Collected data
○ ○ ○
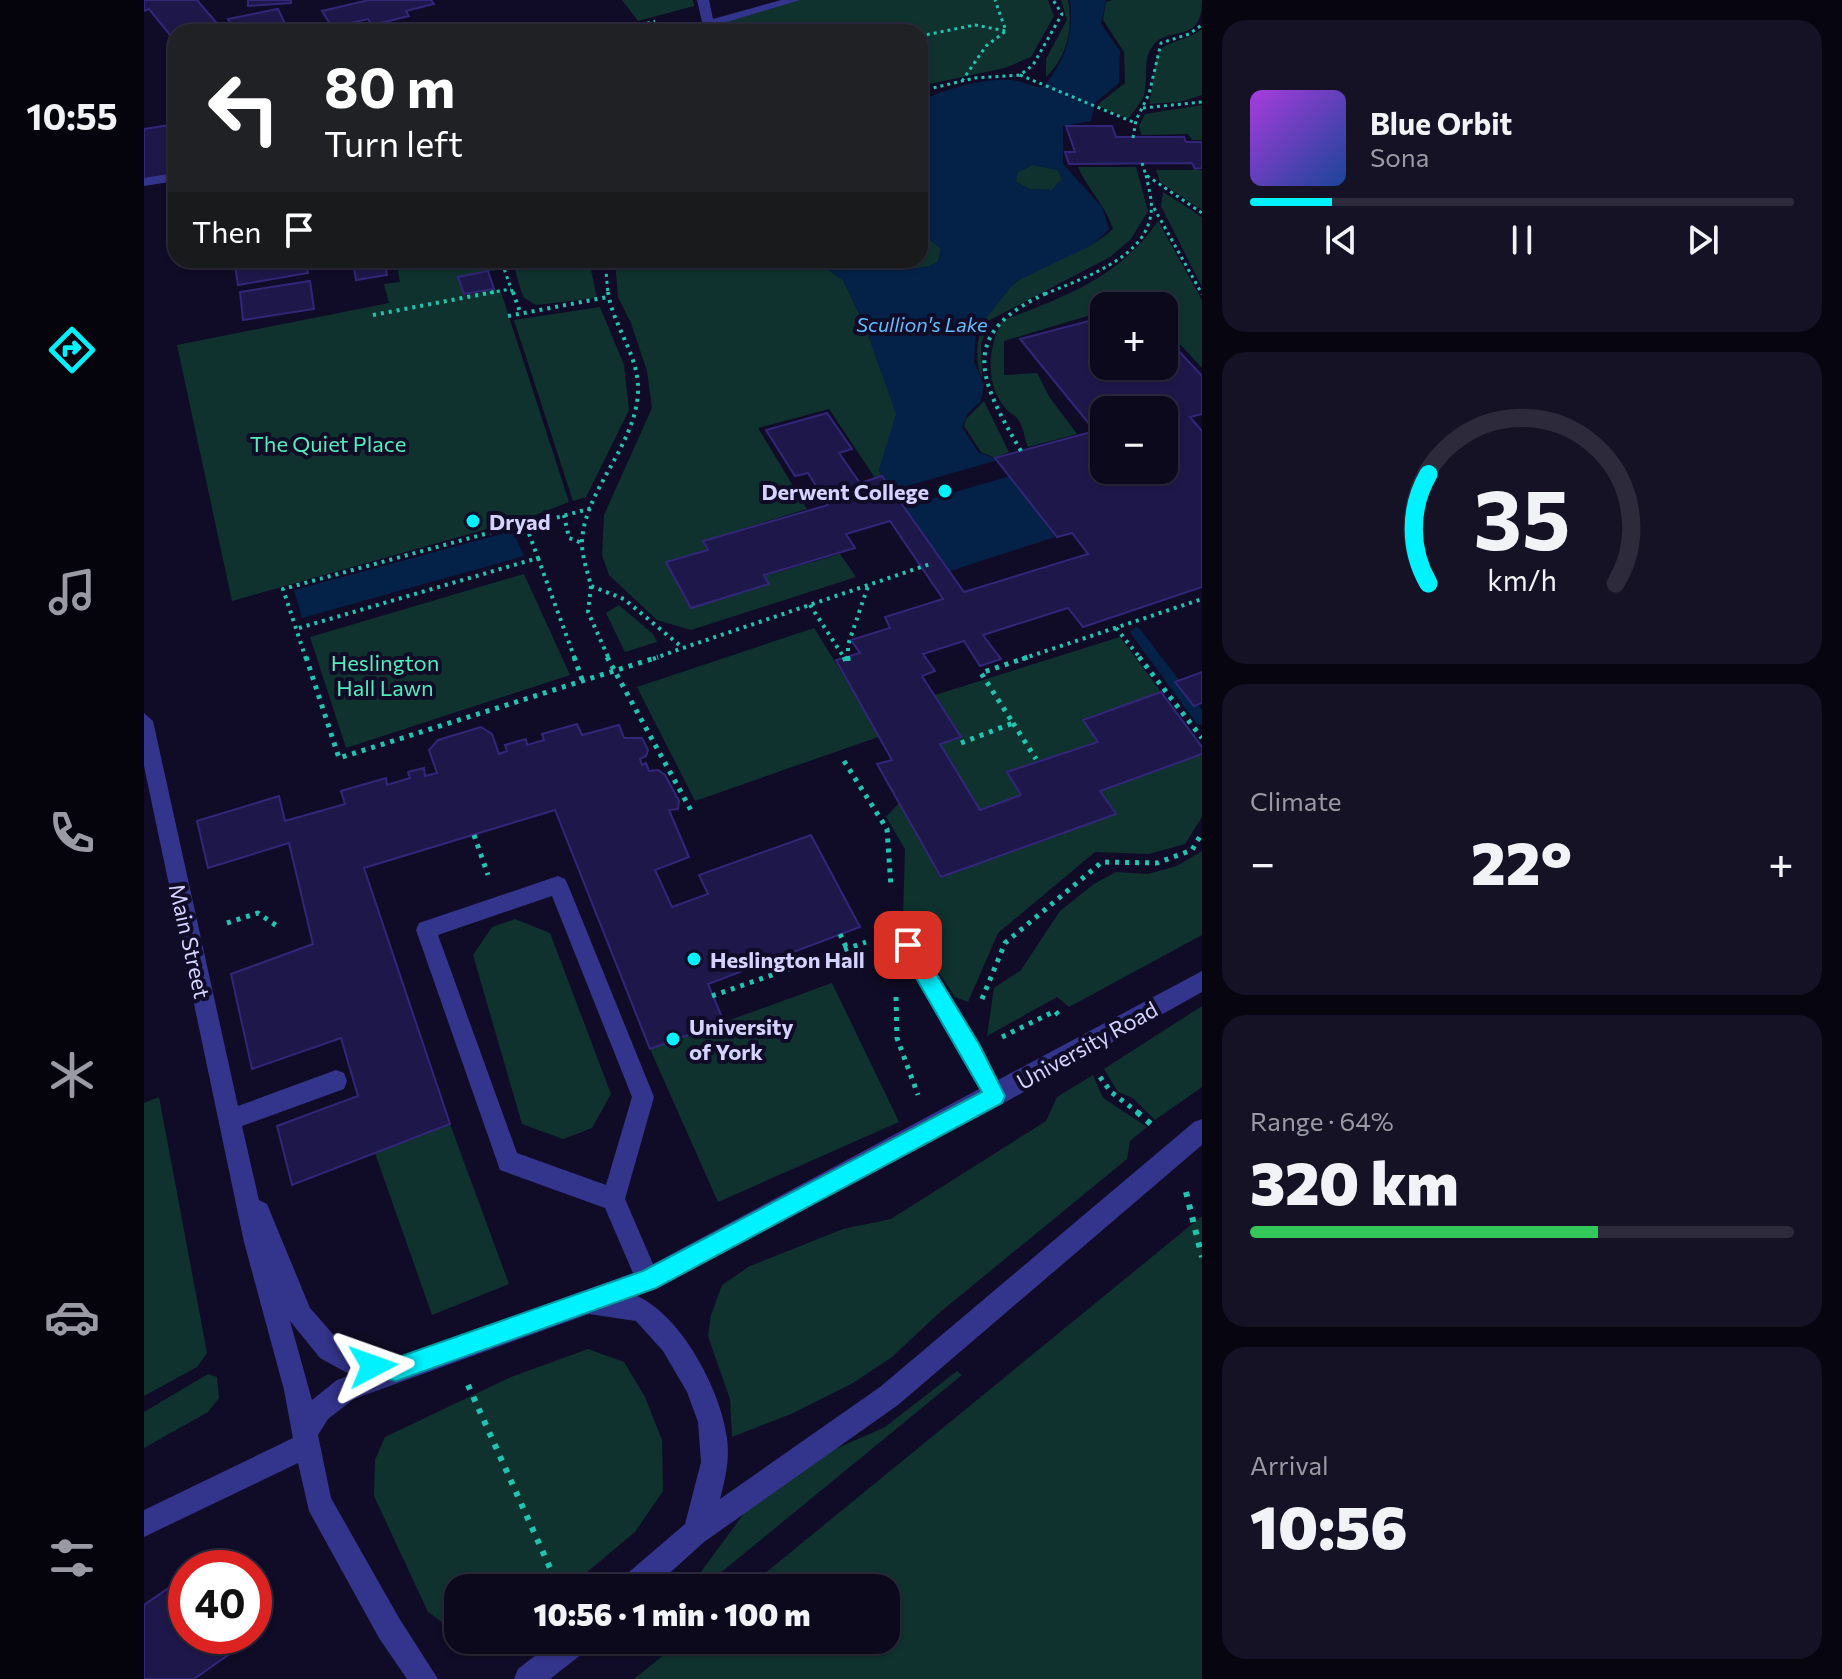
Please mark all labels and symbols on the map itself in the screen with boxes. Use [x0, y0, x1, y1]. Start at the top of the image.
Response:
water label: Scullion's Lake [856, 312, 988, 336]
park label: The Quiet Place [250, 430, 406, 457]
place label: Derwent College [761, 478, 929, 505]
marker: Derwent College [936, 482, 954, 500]
place label: Dryad [489, 508, 551, 535]
marker: Dryad [464, 512, 482, 530]
park label: Heslington Hall Lawn [331, 649, 439, 701]
street label: Main Street [164, 881, 216, 1001]
pin [874, 911, 942, 979]
place label: Heslington Hall [710, 946, 865, 973]
marker: Heslington Hall [685, 950, 703, 968]
street label: University Road [1012, 995, 1162, 1095]
place label: University of York [689, 1013, 793, 1065]
marker: University of York [664, 1030, 682, 1048]
position arrow [331, 1324, 415, 1408]
speed limit sign: 40 [168, 1550, 272, 1654]

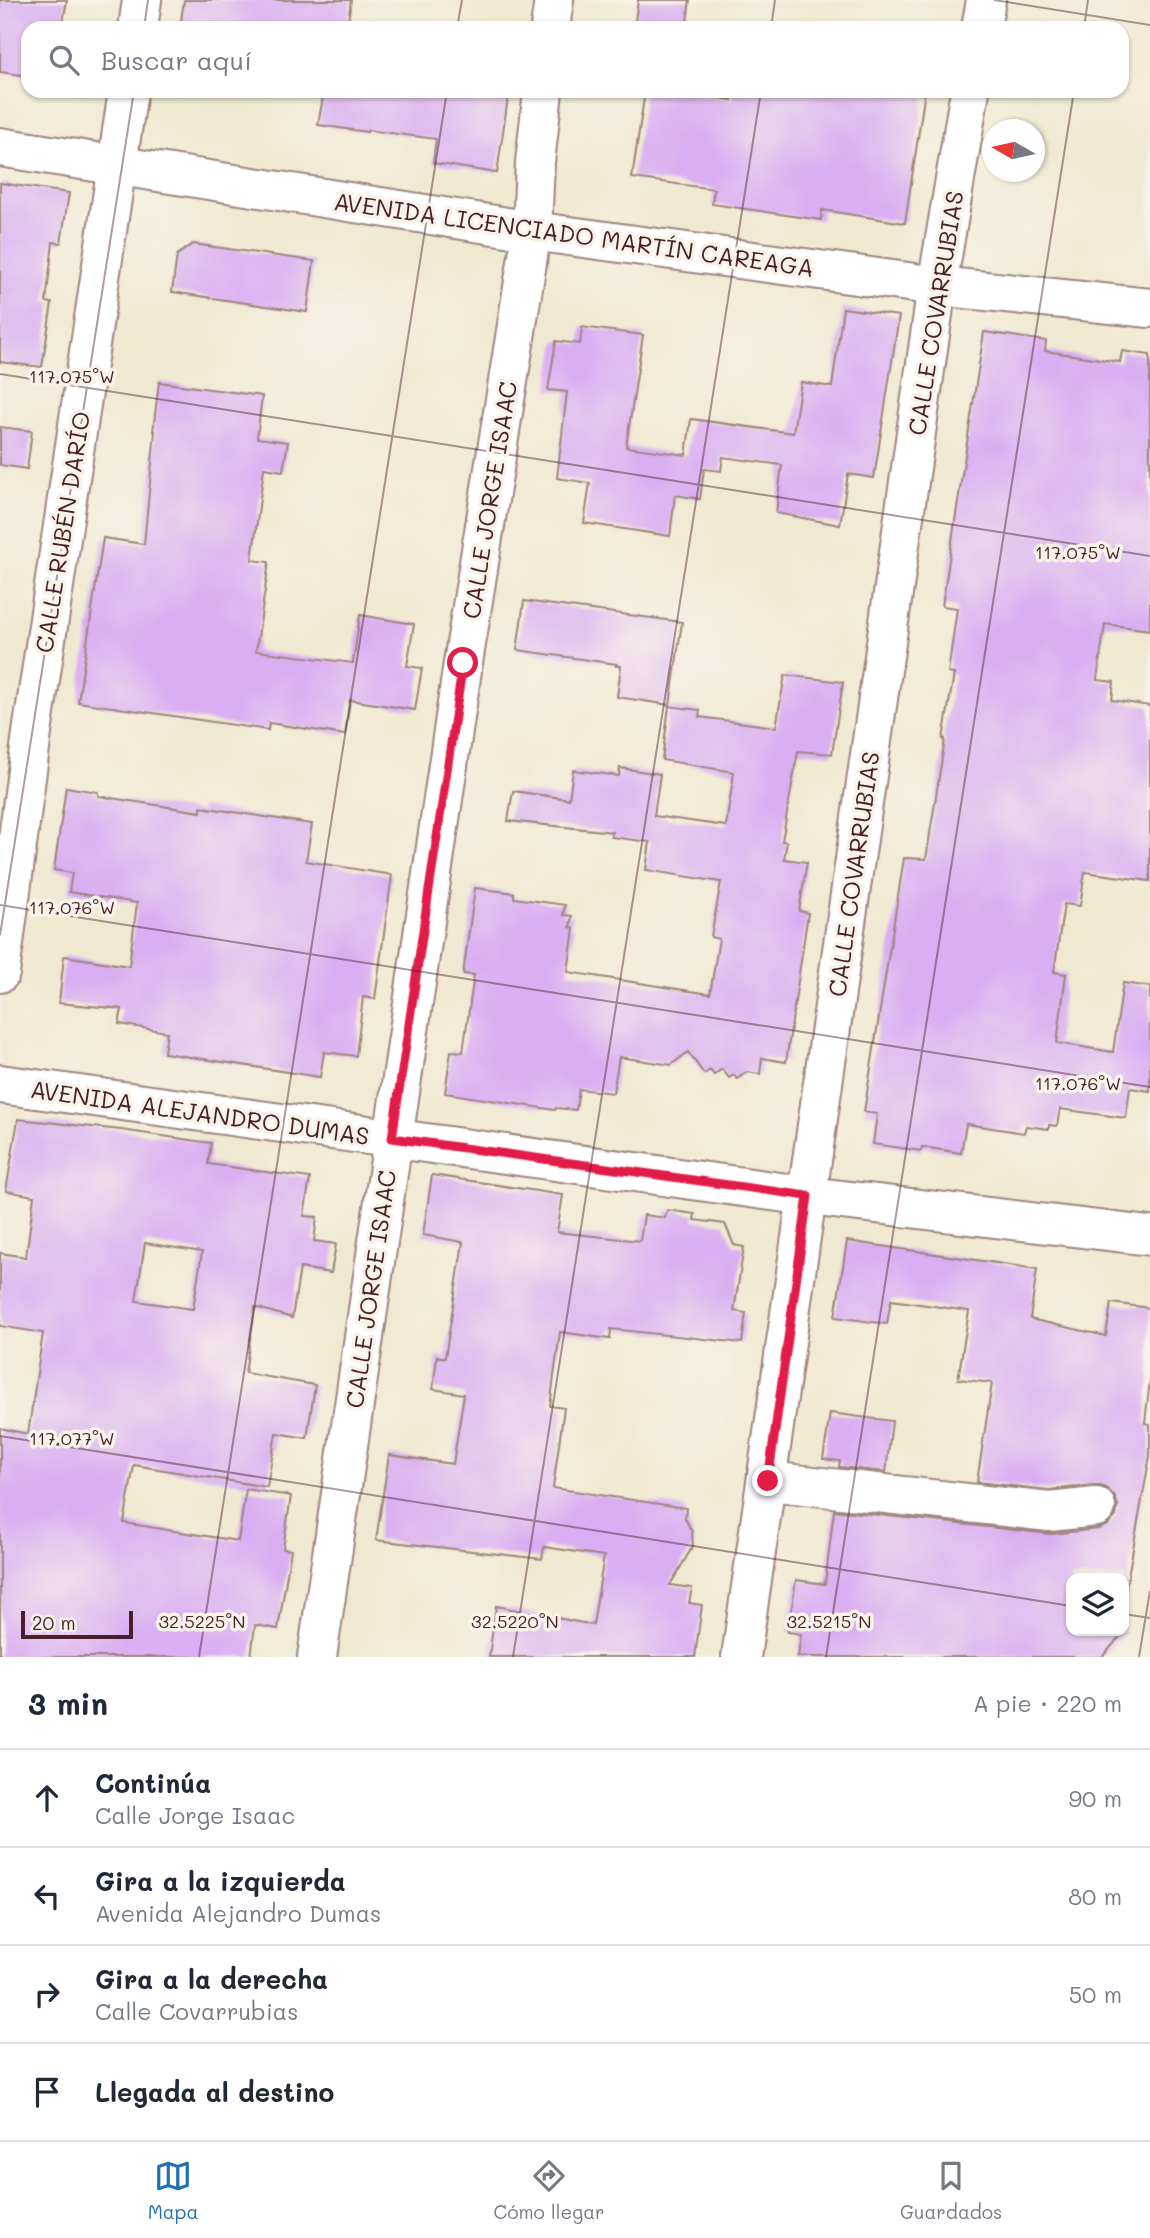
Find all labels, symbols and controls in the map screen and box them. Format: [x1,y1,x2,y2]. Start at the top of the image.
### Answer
search box [21,21,1129,98]
icon: search [45,41,83,79]
text: Buscar aquí [101,43,252,77]
north arrow [982,119,1045,182]
street label: AVENIDA LICENCIADO MARTÍN CAREAGA [332,185,816,283]
street label: CALLE COVARRUBIAS [900,188,970,438]
text: 117.075°W [29,364,115,388]
street label: CALLE JORGE ISAAC [455,379,523,621]
street label: CALLE RUBÉN DARÍO [28,409,96,655]
text: 117.075°W [1035,540,1121,564]
route start [447,647,478,678]
street label: CALLE COVARRUBIAS [820,749,886,999]
text: 117.076°W [29,895,115,919]
text: 117.076°W [1035,1071,1121,1095]
street label: AVENIDA ALEJANDRO DUMAS [29,1073,371,1151]
street label: CALLE JORGE ISAAC [338,1168,402,1410]
text: 117.077°W [29,1426,115,1450]
route end [752,1465,783,1496]
map controls [1066,1573,1129,1636]
button: layers [1066,1573,1129,1636]
scale bar [21,1608,133,1640]
text: 32.5225°N [158,1609,246,1633]
text: 32.5220°N [471,1609,559,1633]
text: 32.5215°N [786,1609,872,1633]
text: 20 m [32,1610,76,1635]
text: 3 min [28,1683,108,1723]
text: A pie · 220 m [973,1688,1122,1718]
text: Continúa [95,1766,211,1800]
icon: ahead [28,1779,66,1817]
text: 90 m [1069,1783,1122,1813]
text: Calle Jorge Isaac [95,1800,295,1830]
text: Gira a la izquierda [95,1864,346,1898]
icon: left [28,1877,66,1915]
text: 80 m [1068,1881,1122,1911]
text: Avenida Alejandro Dumas [95,1898,381,1928]
text: Gira a la derecha [95,1962,328,1996]
icon: right [28,1975,66,2013]
text: 50 m [1069,1979,1122,2009]
text: Calle Covarrubias [95,1996,298,2026]
icon: arrive [28,2073,66,2111]
text: Llegada al destino [95,2075,334,2109]
tab: Mapa [148,2157,198,2224]
tab: Cómo llegar [494,2157,605,2224]
tab: Guardados [900,2157,1002,2224]

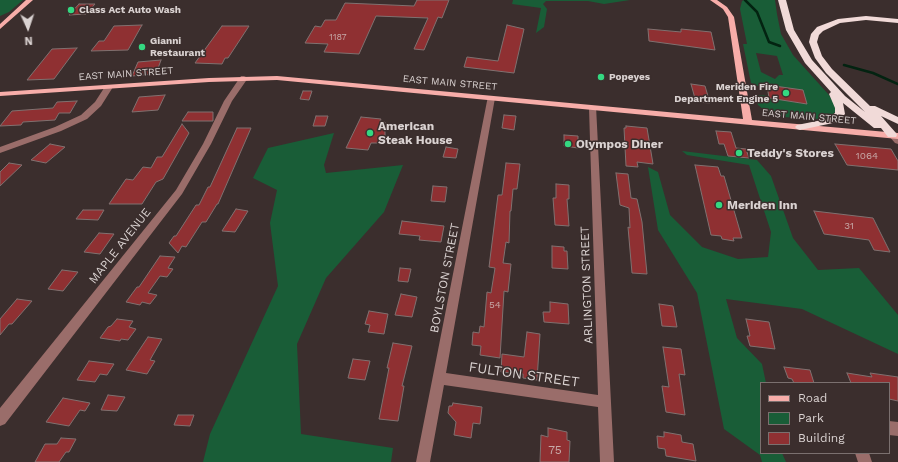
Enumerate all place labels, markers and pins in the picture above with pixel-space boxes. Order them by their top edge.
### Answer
place label: Class Act Auto Wash [79,4,181,16]
marker: Class Act Auto Wash [66,5,76,15]
place label: Gianni Restaurant [150,35,205,58]
marker: Gianni Restaurant [137,42,147,52]
place label: Popeyes [609,71,650,83]
marker: Popeyes [596,72,606,82]
place label: Meriden Fire Department Engine 5 [674,81,778,104]
marker: Meriden Fire Department Engine 5 [781,88,791,98]
place label: American Steak House [378,119,453,147]
marker: American Steak House [365,128,375,138]
place label: Olympos Diner [576,137,663,151]
marker: Olympos Diner [563,139,573,149]
place label: Teddy's Stores [747,146,834,160]
marker: Teddy's Stores [734,148,744,158]
place label: Meriden Inn [727,198,797,212]
marker: Meriden Inn [714,200,724,210]

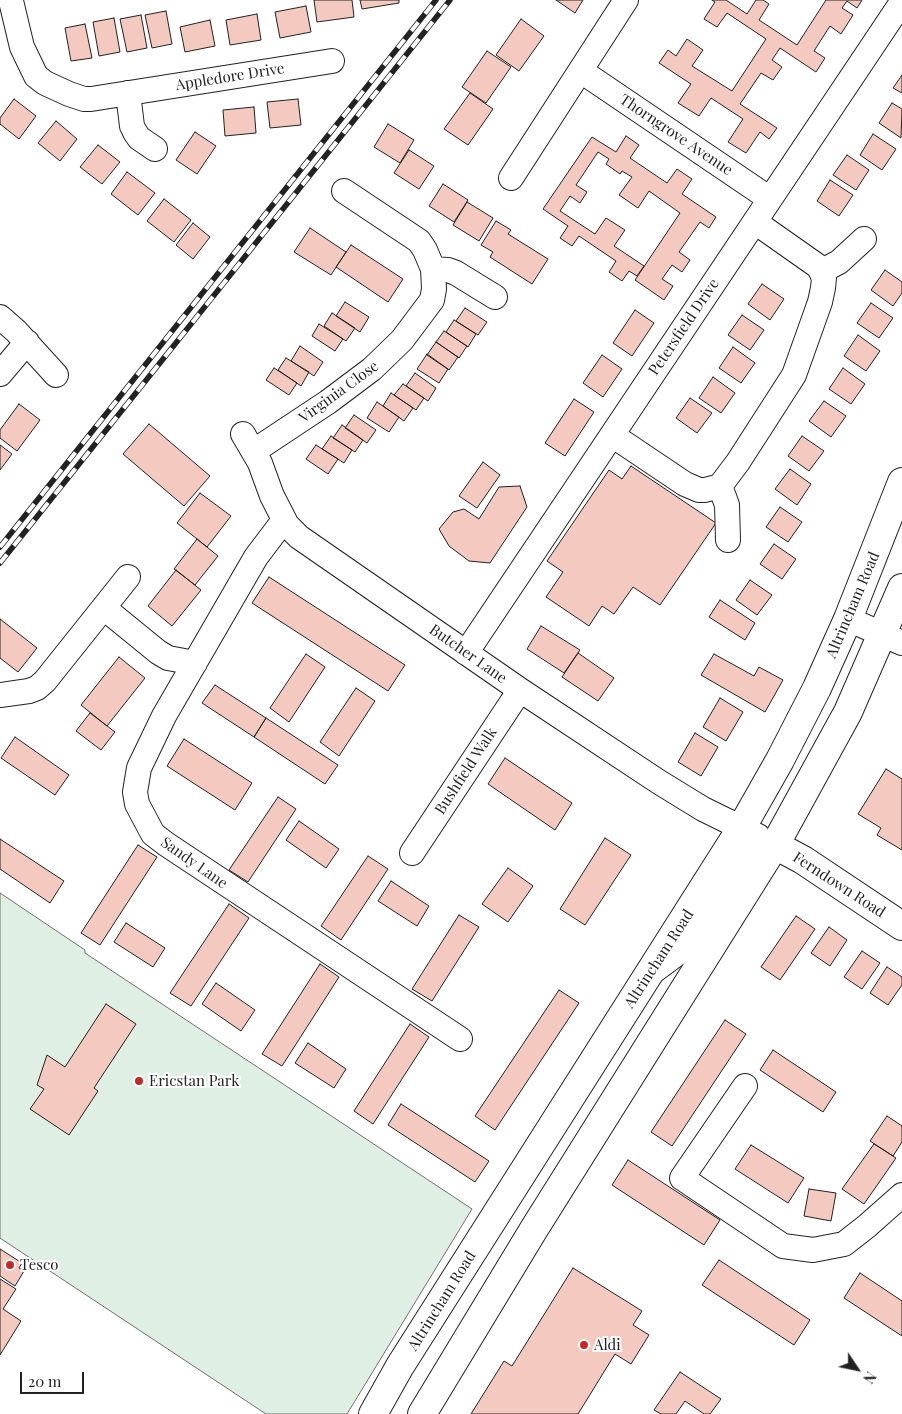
○ ○ ○
### [AIM OF THE TASK]
Report the lines above that contain "park".

### [SOLUTION TO THIS PROBLEM]
park label: The Quiet Place [250, 430, 406, 457]
park label: Heslington Hall Lawn [331, 649, 439, 701]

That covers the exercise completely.